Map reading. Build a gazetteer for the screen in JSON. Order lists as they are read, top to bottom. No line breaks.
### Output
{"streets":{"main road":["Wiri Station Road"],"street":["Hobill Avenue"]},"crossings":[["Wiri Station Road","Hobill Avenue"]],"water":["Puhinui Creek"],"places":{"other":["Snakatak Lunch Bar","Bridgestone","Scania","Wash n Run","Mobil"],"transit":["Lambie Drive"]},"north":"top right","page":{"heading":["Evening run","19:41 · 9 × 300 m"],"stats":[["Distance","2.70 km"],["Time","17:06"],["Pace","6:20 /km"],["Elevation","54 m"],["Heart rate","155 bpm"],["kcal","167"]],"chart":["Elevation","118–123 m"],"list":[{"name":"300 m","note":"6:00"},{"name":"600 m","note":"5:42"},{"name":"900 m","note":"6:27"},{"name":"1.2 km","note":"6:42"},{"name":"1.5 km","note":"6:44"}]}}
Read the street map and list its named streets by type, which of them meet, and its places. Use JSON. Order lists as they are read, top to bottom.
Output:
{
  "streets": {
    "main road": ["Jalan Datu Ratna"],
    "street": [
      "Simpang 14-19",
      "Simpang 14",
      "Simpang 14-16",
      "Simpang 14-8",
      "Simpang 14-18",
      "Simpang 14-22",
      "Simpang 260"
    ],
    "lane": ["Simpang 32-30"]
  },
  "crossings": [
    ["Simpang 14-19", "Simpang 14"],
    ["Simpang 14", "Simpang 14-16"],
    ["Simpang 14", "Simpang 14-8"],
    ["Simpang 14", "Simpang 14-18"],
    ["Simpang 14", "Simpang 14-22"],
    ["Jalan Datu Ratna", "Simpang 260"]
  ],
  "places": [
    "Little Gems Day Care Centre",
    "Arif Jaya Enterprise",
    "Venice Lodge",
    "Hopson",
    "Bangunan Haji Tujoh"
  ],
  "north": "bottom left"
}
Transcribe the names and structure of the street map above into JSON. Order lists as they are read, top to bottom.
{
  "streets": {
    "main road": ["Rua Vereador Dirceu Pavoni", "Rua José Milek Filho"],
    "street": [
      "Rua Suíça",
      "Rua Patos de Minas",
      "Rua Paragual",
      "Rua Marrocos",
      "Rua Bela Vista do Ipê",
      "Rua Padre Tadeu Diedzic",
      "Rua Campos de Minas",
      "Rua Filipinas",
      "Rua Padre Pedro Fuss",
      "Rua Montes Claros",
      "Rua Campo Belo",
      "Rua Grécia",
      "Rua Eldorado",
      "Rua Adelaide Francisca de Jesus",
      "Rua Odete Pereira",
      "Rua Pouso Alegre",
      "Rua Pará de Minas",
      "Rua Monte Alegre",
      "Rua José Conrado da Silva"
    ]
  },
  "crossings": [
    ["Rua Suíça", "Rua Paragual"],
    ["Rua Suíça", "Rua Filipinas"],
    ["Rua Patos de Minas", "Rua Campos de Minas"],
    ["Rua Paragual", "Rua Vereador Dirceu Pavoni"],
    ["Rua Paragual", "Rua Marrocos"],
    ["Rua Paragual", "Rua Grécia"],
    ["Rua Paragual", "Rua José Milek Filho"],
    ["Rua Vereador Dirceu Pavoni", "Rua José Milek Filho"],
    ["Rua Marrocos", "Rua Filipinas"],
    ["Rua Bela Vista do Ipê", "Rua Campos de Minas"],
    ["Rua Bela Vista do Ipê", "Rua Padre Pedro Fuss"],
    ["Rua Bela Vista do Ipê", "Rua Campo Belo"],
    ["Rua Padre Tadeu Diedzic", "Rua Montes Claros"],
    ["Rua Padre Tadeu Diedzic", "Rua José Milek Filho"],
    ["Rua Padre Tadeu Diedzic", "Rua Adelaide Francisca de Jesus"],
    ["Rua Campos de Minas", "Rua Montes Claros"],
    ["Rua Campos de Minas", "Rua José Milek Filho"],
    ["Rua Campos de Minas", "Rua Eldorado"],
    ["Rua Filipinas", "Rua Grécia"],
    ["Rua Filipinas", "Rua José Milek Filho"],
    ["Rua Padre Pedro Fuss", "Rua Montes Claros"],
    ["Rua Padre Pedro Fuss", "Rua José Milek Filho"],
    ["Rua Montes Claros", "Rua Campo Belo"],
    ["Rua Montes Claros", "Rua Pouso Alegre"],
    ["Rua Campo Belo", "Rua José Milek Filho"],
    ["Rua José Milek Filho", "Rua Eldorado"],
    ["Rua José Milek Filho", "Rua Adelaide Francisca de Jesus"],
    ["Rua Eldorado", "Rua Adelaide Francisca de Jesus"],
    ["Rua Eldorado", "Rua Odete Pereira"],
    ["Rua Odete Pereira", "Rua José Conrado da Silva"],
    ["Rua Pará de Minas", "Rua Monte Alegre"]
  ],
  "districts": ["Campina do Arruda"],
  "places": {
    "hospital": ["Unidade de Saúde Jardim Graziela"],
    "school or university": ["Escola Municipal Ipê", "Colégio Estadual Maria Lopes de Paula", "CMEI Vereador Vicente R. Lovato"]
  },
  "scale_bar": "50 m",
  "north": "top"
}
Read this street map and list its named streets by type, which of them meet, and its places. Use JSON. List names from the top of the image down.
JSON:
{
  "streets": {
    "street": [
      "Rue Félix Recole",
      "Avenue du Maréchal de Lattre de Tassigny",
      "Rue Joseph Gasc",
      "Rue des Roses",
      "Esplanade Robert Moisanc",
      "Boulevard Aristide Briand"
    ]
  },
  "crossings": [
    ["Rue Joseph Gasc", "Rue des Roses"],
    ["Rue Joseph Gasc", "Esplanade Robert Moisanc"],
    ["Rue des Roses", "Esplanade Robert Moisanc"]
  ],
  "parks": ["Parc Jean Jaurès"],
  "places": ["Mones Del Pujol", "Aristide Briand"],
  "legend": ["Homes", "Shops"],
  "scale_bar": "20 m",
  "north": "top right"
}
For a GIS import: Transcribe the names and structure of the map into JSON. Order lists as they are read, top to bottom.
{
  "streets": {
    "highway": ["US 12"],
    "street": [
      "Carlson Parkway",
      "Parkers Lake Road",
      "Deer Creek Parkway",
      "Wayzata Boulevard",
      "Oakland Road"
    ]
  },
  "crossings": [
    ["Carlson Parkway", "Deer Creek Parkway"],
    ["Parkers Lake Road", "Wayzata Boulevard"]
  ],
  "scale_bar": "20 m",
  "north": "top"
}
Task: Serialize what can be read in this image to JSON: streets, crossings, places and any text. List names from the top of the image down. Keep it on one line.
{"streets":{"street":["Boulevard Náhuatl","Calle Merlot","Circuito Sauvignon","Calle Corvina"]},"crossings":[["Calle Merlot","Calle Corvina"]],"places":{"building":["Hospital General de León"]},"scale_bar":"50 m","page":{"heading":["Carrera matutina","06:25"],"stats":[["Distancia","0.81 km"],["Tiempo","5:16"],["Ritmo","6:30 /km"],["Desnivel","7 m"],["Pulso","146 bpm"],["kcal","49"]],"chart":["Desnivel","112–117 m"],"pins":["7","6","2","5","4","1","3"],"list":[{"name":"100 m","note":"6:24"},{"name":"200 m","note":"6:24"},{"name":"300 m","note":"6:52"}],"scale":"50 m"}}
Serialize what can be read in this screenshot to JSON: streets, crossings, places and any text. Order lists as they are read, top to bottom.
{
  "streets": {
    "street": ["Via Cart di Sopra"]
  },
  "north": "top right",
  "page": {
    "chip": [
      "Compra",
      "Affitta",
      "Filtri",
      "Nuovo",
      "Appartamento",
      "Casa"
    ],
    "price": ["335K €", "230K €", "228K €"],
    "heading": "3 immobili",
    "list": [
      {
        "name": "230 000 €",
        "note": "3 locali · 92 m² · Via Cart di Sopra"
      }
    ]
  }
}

------------------------

▶ **What to do**: Those lines above that contain the string "this" should be returned.

▶ **Answer**:
Read this street map and list its named streets by type, which of them meet, and its places. Use JSON. List names from the top of the image down.
Task: Serialize what can be read in this image to JSON: streets, crossings, places and any text. List names from the top of the image down. Keep it on one line.
Serialize what can be read in this screenshot to JSON: streets, crossings, places and any text. Order lists as they are read, top to bottom.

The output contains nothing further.